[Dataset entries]

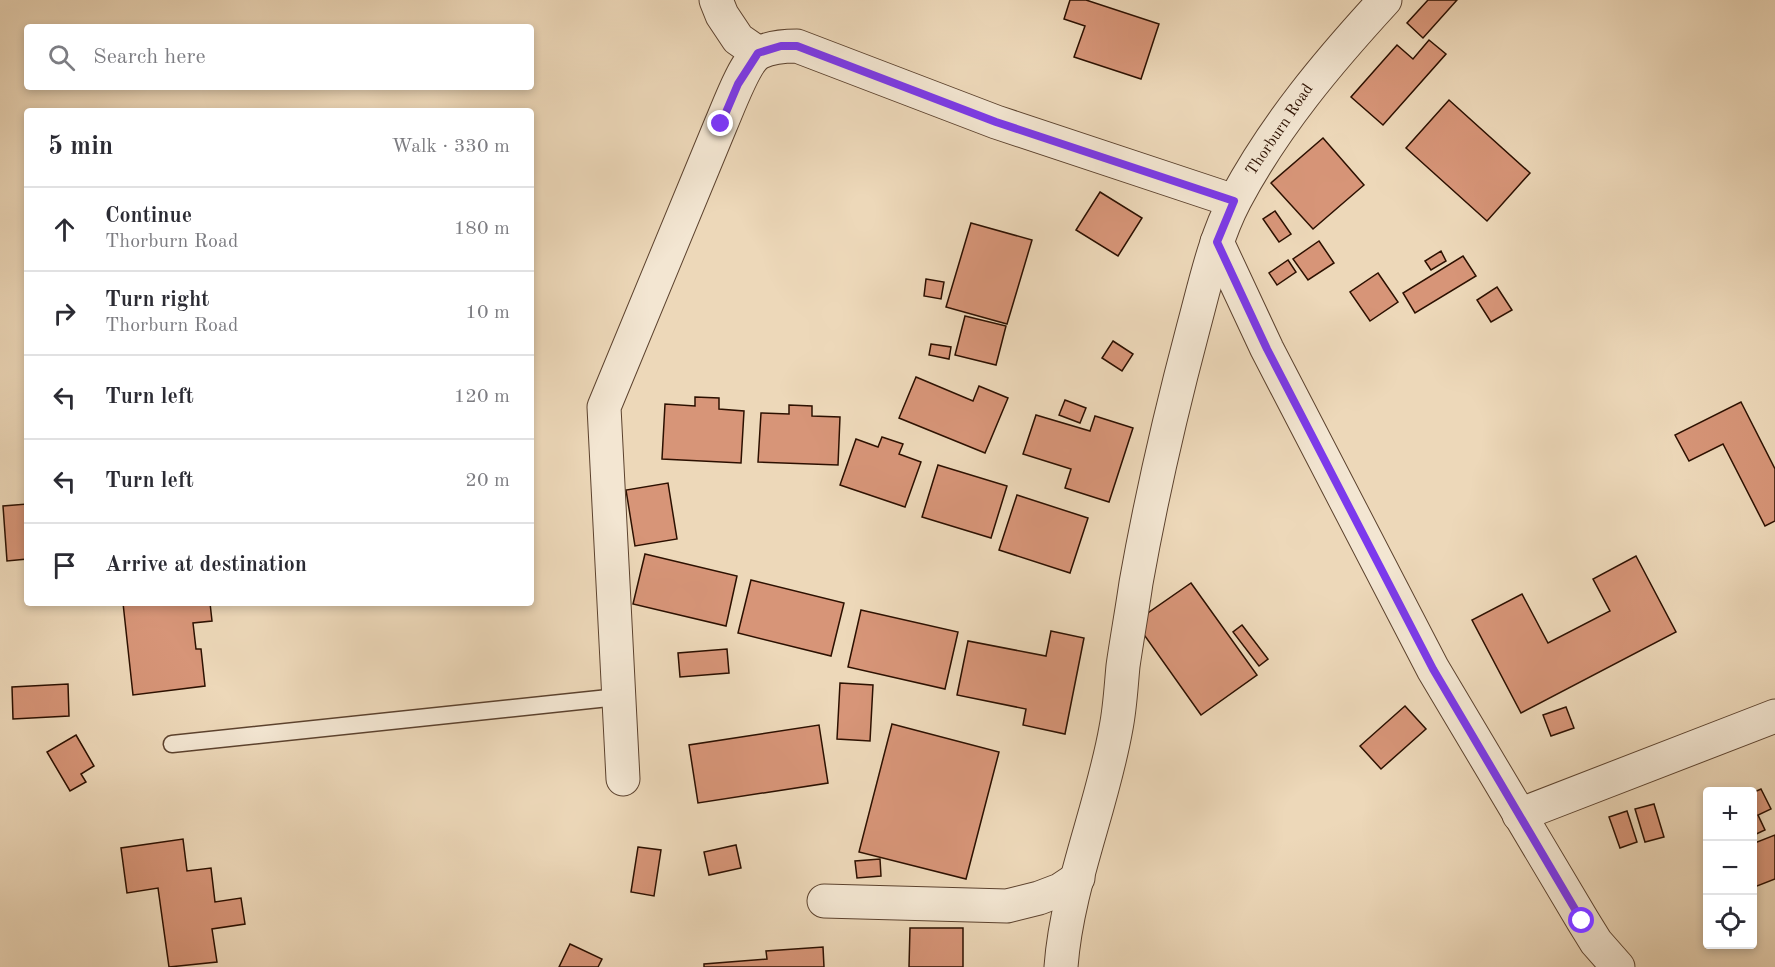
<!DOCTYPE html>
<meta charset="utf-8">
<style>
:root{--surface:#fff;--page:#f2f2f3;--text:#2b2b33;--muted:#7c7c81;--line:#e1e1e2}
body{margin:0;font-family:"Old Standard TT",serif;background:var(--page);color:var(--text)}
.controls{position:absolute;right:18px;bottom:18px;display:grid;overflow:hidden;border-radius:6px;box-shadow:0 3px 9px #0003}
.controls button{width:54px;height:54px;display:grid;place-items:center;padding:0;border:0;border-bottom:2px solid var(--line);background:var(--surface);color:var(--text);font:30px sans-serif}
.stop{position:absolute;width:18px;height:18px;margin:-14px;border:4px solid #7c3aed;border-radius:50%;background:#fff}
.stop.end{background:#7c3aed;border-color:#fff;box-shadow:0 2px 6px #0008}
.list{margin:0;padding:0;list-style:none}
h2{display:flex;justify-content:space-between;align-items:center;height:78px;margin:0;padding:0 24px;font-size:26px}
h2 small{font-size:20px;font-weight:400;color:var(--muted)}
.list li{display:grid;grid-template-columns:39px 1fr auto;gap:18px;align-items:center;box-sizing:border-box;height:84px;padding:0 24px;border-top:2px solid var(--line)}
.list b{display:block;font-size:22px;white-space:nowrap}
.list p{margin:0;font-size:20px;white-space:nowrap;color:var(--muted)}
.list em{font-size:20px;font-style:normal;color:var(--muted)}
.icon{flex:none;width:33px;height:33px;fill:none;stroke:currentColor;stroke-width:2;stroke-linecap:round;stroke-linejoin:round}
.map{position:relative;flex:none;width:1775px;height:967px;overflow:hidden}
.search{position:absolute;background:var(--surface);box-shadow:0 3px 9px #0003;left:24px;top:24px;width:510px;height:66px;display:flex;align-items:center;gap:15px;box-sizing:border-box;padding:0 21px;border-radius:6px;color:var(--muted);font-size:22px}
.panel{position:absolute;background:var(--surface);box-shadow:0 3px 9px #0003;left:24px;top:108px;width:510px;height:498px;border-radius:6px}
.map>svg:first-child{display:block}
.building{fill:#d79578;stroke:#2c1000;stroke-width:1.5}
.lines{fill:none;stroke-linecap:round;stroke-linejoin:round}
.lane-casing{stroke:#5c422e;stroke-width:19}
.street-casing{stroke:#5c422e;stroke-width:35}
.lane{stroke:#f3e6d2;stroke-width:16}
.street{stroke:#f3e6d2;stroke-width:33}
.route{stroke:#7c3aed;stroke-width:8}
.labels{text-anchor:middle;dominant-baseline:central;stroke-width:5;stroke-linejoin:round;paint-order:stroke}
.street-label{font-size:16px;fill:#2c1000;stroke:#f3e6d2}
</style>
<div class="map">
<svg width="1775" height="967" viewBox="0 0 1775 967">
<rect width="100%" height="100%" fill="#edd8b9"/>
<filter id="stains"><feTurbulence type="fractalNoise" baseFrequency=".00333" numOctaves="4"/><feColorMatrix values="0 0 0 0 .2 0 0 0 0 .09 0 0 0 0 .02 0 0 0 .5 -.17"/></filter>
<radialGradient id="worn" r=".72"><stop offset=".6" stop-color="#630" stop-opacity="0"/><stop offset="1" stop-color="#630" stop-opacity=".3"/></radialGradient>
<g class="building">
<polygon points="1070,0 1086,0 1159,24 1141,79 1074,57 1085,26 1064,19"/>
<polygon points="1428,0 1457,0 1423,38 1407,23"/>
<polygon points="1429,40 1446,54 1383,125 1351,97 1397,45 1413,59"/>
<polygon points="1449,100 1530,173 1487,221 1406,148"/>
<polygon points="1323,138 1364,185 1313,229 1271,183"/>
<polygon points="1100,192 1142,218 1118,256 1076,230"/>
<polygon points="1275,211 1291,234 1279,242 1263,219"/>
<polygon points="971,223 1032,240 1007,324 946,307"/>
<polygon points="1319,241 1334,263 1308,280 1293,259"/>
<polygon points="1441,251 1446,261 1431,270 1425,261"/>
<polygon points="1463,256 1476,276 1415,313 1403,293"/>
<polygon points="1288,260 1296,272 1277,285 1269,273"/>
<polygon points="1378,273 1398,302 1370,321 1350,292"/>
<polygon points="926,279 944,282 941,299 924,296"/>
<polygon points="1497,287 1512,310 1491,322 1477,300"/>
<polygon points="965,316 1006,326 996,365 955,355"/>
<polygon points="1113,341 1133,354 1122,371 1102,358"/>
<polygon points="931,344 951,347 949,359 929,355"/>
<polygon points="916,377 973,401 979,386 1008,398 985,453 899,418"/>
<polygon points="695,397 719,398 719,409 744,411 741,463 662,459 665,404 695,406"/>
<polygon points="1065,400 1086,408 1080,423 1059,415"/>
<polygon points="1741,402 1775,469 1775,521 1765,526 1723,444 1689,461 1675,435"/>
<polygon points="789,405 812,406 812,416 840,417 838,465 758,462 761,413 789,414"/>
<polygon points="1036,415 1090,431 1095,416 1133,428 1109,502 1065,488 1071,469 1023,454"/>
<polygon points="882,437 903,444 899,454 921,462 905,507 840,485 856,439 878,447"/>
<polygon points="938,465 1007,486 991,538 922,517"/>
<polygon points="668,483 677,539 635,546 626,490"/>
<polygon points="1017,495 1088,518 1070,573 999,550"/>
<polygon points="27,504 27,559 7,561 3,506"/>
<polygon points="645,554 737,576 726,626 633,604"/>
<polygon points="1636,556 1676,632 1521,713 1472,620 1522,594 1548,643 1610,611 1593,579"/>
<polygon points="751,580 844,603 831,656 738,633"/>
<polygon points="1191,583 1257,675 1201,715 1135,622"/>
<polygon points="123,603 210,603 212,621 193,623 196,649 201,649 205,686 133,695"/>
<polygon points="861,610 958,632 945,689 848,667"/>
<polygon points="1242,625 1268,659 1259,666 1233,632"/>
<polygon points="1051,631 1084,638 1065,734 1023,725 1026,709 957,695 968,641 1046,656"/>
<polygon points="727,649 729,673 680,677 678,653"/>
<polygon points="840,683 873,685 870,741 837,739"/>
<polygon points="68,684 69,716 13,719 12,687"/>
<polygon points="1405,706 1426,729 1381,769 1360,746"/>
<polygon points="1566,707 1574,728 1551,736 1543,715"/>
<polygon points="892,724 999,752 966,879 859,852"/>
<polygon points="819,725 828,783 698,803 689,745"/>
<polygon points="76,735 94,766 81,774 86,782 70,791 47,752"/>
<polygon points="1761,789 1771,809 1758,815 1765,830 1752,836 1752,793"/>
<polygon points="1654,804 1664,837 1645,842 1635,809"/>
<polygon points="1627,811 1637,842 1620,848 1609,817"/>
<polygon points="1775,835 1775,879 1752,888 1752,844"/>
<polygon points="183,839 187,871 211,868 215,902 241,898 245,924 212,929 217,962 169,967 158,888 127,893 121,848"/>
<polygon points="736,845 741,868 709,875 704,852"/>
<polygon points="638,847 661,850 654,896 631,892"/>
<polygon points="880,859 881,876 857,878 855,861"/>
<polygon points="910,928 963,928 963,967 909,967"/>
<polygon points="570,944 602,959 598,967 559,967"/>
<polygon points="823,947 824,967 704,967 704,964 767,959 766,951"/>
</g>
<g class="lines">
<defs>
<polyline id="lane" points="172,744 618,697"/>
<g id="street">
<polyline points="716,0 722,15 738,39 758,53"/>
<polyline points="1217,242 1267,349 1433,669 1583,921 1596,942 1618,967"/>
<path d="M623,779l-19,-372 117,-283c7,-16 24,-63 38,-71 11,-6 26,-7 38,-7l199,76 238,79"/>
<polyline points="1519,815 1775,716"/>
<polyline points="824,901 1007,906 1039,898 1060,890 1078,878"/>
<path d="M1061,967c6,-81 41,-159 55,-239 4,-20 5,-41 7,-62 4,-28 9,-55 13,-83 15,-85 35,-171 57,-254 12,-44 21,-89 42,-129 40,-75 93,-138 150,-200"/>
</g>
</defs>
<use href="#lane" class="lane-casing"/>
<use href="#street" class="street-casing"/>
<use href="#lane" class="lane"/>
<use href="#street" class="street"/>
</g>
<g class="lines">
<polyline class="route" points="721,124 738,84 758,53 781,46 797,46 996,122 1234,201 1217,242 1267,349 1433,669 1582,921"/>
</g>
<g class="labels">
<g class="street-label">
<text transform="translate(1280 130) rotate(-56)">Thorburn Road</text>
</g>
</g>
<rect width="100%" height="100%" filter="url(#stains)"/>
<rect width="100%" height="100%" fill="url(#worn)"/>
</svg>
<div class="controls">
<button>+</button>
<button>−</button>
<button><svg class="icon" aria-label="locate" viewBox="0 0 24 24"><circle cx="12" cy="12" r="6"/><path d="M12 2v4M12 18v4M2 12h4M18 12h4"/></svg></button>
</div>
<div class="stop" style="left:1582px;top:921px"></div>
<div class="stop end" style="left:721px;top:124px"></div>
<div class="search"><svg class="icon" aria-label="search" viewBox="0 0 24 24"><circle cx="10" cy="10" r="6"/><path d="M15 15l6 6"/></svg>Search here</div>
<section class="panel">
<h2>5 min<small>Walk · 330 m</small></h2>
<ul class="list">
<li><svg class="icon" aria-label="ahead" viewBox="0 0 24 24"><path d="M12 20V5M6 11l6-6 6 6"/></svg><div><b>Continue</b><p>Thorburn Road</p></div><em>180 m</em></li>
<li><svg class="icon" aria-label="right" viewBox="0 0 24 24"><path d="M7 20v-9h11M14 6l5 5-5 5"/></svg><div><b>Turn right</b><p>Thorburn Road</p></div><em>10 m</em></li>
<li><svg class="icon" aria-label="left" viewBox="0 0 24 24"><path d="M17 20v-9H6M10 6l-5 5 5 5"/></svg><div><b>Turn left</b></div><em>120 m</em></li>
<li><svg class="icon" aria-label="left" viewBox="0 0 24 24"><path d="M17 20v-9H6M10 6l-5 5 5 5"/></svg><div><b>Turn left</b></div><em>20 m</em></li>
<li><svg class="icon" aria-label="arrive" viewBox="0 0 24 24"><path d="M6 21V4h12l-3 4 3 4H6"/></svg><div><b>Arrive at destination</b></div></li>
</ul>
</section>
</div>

Exercise details: Your answer should be a single number: how many lines in the preceding entries contain "list".

Output of the exercise: 6